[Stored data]
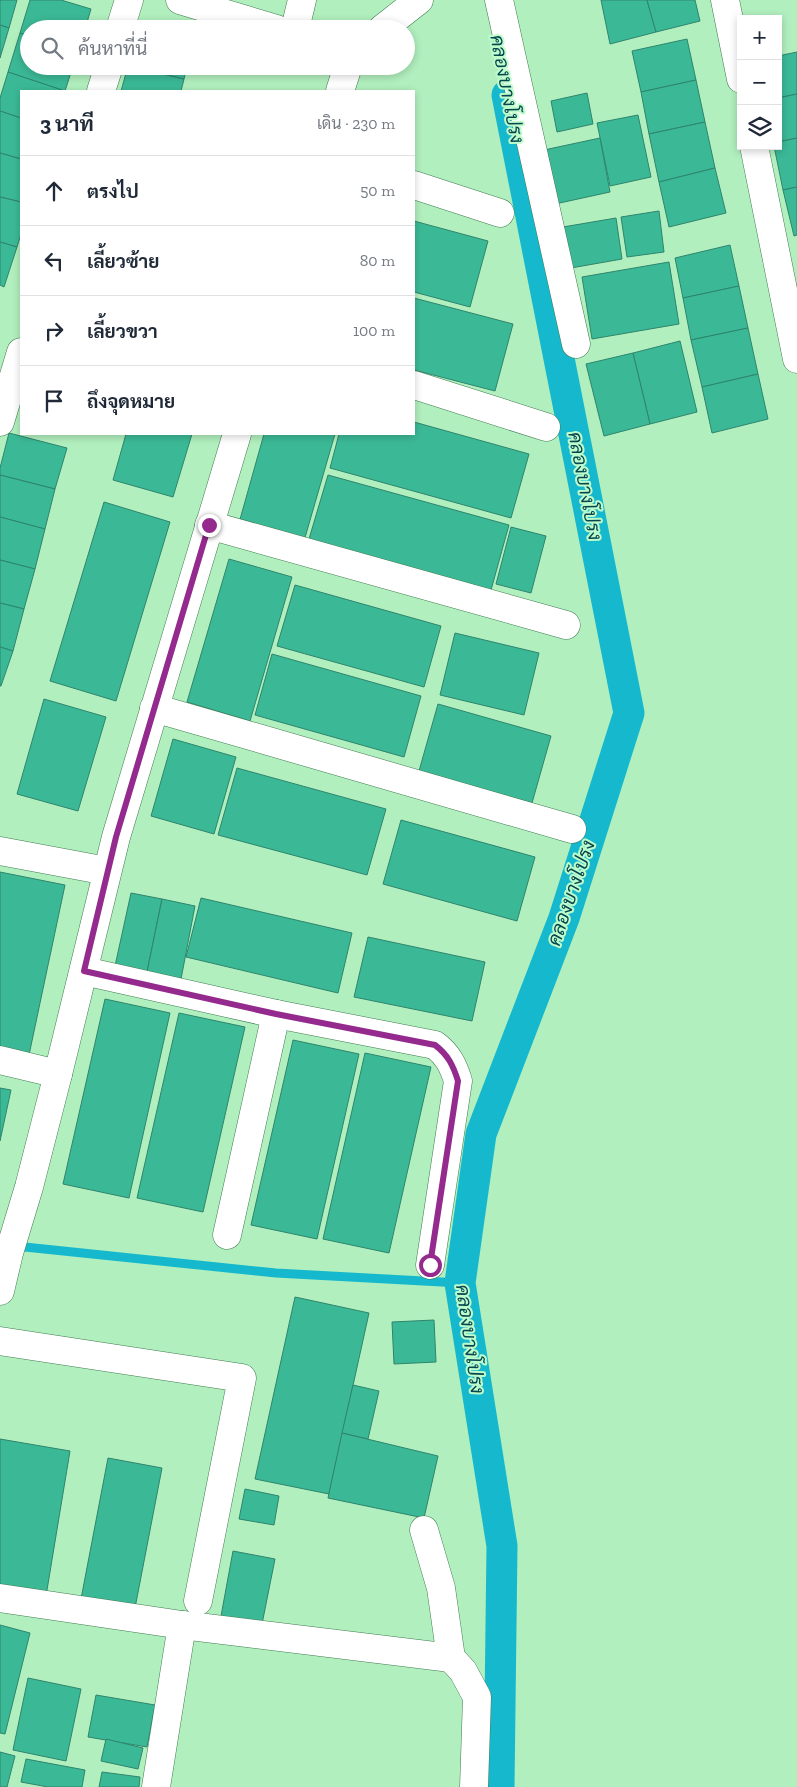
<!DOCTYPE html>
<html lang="th">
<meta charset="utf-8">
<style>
body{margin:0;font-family:"Zilla Slab",Sarabun,serif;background:#f2f2f3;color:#1f2937}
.controls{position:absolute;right:15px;top:15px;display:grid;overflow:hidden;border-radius:0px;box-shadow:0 2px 8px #0003}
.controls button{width:45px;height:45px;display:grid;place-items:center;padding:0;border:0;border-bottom:1px solid #e0e1e3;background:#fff;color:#1f2937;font:25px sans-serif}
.stop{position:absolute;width:15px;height:15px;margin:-11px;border:4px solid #942a8d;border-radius:50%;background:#fff}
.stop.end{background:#942a8d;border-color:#fff;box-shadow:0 1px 5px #0008}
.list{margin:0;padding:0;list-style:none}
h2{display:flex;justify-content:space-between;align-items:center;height:65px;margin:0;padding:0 20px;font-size:21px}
h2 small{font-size:16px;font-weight:400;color:#747a83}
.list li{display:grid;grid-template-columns:32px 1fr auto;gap:15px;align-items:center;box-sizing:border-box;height:70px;padding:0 20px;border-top:1px solid #e0e1e3}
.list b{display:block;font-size:19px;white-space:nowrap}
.list em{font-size:16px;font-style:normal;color:#747a83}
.icon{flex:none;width:28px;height:28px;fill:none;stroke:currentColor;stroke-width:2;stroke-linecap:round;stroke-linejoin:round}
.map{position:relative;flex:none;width:797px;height:1787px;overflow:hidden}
.search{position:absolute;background:#fff;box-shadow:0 2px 8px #0003;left:20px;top:20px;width:395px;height:55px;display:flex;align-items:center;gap:12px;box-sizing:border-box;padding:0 18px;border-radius:28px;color:#747a83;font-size:19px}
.panel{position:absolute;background:#fff;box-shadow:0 2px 8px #0003;left:20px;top:90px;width:395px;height:345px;border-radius:0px}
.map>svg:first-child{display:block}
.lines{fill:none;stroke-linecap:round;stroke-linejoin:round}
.stream{stroke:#16b8ce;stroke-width:9}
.canal{stroke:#16b8ce;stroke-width:31}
.building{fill:#3bb996;stroke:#2e856c}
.minor-casing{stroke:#427c51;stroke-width:29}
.minor{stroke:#fff;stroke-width:28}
.route{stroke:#942a8d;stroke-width:6}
.labels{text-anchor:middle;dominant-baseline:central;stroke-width:4;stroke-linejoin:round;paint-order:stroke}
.water-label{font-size:19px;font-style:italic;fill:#064650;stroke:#befdcb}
</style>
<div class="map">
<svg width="797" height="1787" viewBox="0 0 797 1787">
<rect width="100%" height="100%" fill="#b1efbe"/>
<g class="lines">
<polyline class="stream" points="15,1246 276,1273 460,1283"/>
<polyline class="canal" points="499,1787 502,1546 460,1283 481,1134 564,918 629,713 507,95"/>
</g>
<g class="building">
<polygon points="0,0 17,0 9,28 0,25"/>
<polygon points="30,0 61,0 91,9 85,29 29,29 29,36 20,33"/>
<polygon points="601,0 647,0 656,32 610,44"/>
<polygon points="647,0 695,0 700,21 656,32"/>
<polygon points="0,25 9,28 0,58"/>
<polygon points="20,33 29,36 29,66 73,66 65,91 8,72"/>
<polygon points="687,39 696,80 641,92 632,51"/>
<polygon points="797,52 797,94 778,98 778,56"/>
<polygon points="128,66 184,79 181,91 121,91"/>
<polygon points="133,66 187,66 184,79"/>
<polygon points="8,72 65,91 21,91 21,118 0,111 0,98"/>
<polygon points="696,80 705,122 649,134 641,92"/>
<polygon points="587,93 593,124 557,132 551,101"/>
<polygon points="797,94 797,138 778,142 778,98"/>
<polygon points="0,111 21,118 21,159 0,153"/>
<polygon points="638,115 651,177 610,186 597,123"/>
<polygon points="705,122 715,168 659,182 649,134"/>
<polygon points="600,138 610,192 555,204 544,150"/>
<polygon points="797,138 797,187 783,190 774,146 778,146 778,142"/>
<polygon points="0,153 21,159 21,202 0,197"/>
<polygon points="715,168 726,213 669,227 659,182"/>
<polygon points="797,187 797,235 794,236 783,190"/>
<polygon points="0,197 21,202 21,234 17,247 0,242"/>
<polygon points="659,211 664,252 627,257 621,217"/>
<polygon points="616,218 622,259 571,268 563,227"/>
<polygon points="414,221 488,241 470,307 414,292"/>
<polygon points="0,242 17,247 4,287 0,285"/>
<polygon points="730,245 739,286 683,298 675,258"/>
<polygon points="669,262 679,324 592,339 582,277"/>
<polygon points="739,286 748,328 691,340 683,298"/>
<polygon points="414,298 513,324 495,391 414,370"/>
<polygon points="748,328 758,374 702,387 691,340"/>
<polygon points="680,341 697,412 650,424 633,353"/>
<polygon points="633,353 650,424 604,436 586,364"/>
<polygon points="758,374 768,419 712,433 702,387"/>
<polygon points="414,422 529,454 511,518 330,468 339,434 414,434"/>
<polygon points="9,433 67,448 55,489 0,475 0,468"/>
<polygon points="126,434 192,434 173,497 113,480"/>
<polygon points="264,434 335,434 304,541 239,523"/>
<polygon points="0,475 55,489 45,529 0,517"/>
<polygon points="328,475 509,525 491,590 309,539"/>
<polygon points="104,502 170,522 116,701 50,681"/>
<polygon points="0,517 45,529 35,569 0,560"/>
<polygon points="511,527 546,536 531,593 496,584"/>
<polygon points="229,559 292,577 250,721 187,702"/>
<polygon points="0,560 35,569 24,609 0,603"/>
<polygon points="295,585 441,626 424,687 277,646"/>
<polygon points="0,603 24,609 13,651 0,647"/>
<polygon points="455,633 539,653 524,715 440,695"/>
<polygon points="0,647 13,651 1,686 0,686"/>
<polygon points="272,654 421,696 404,757 255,715"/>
<polygon points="44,699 106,717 78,811 17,794"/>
<polygon points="438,704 551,736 532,803 419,771"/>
<polygon points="173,739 236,757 214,834 151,816"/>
<polygon points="237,768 386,809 367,875 218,835"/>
<polygon points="401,820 535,857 517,921 383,884"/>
<polygon points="0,872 65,885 29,1055 0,1049"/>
<polygon points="131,893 162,899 147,972 115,966"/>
<polygon points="201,898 352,933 338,993 186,957"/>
<polygon points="162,899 195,906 181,979 147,972"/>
<polygon points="368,937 485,962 472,1021 354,997"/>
<polygon points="105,999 170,1013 129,1198 63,1184"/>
<polygon points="179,1013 245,1027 203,1212 137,1198"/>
<polygon points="293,1040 359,1054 317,1239 251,1225"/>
<polygon points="365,1053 431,1067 389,1253 323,1239"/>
<polygon points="0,1088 11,1090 0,1141"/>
<polygon points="295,1297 369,1313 329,1494 255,1479"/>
<polygon points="434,1320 436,1362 394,1364 392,1322"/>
<polygon points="353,1385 379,1391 368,1439 342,1433"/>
<polygon points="342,1433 438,1456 424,1518 328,1498"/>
<polygon points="0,1439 70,1451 46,1596 0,1589"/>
<polygon points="108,1458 162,1468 135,1608 81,1599"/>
<polygon points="245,1489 279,1496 274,1525 239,1519"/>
<polygon points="233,1551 275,1559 262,1624 221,1616"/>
<polygon points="0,1625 30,1633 5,1734 0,1733"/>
<polygon points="28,1678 81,1689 66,1761 13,1750"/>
<polygon points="96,1695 155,1705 147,1747 88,1737"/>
<polygon points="106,1739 143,1748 138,1769 101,1761"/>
<polygon points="0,1752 15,1756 7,1787 0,1787"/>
<polygon points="26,1759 85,1770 82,1787 48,1787 21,1782"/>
<polygon points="102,1772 140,1777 139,1787 99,1787"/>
</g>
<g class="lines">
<g class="minor-casing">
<g id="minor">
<polyline points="180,0 276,29"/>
<polyline points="499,0 576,344"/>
<polyline points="725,0 741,79"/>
<polyline points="120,29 129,0"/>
<polyline points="295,29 302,0"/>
<polyline points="382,29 419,0"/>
<polyline points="101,91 109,66"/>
<polyline points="340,91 348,66"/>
<polyline points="754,146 797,359"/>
<polyline points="414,185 500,213"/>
<polyline points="414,385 546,427"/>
<polyline points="0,422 21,352"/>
<polyline points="209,525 566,625"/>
<polyline points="154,708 572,829"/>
<polyline points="0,851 107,871"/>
<path d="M84,971L276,1014L435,1045C448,1055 453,1065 458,1081L430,1265"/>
<polyline points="0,1060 58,1074"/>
<polyline points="227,1235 276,1014"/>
<polyline points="0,1291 9,1253 29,1187 58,1074 116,837 237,434"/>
<polyline points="0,1341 242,1378 198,1601"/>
<polyline points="424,1530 441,1588 451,1658 463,1671 477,1697 474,1787"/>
<polyline points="0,1598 182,1625 451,1658"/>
<polyline points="156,1787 182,1625"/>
</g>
</g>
<use href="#minor" class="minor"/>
</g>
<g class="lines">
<path class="route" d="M209,525L116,837L84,971L276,1014L435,1045C448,1055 453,1065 458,1081L430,1265"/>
</g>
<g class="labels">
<g class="water-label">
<text transform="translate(507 89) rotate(79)">คลองบางโปรง</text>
<text transform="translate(585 486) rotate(79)">คลองบางโปรง</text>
<text transform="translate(571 893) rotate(-71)">คลองบางโปรง</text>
<text transform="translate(470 1339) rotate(82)">คลองบางโปรง</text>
</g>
</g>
</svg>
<div class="controls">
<button>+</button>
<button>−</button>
<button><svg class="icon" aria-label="layers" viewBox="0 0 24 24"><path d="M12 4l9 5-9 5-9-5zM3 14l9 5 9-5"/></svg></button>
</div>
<div class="stop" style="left:430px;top:1265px"></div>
<div class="stop end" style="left:209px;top:525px"></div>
<div class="search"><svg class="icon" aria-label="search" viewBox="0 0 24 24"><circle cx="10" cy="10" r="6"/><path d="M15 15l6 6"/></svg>ค้นหาที่นี่</div>
<section class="panel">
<h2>3 นาที<small>เดิน · 230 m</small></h2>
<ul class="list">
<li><svg class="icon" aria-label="ahead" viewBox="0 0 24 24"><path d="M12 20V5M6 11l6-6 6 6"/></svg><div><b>ตรงไป</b></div><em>50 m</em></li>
<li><svg class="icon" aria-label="left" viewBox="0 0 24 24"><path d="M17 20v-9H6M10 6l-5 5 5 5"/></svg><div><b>เลี้ยวซ้าย</b></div><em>80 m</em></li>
<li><svg class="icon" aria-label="right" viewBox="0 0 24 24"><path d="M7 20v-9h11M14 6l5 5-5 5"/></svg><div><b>เลี้ยวขวา</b></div><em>100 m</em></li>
<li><svg class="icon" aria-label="arrive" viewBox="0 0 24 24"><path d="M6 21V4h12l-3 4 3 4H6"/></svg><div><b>ถึงจุดหมาย</b></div></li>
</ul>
</section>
</div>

> **ASSIGNMENT**
Where does the string "block" appear in the records above? Show every line that holds it.

> **RESPONSE FOR THIS EXERCISE**
.list b{display:block;font-size:19px;white-space:nowrap}
.map>svg:first-child{display:block}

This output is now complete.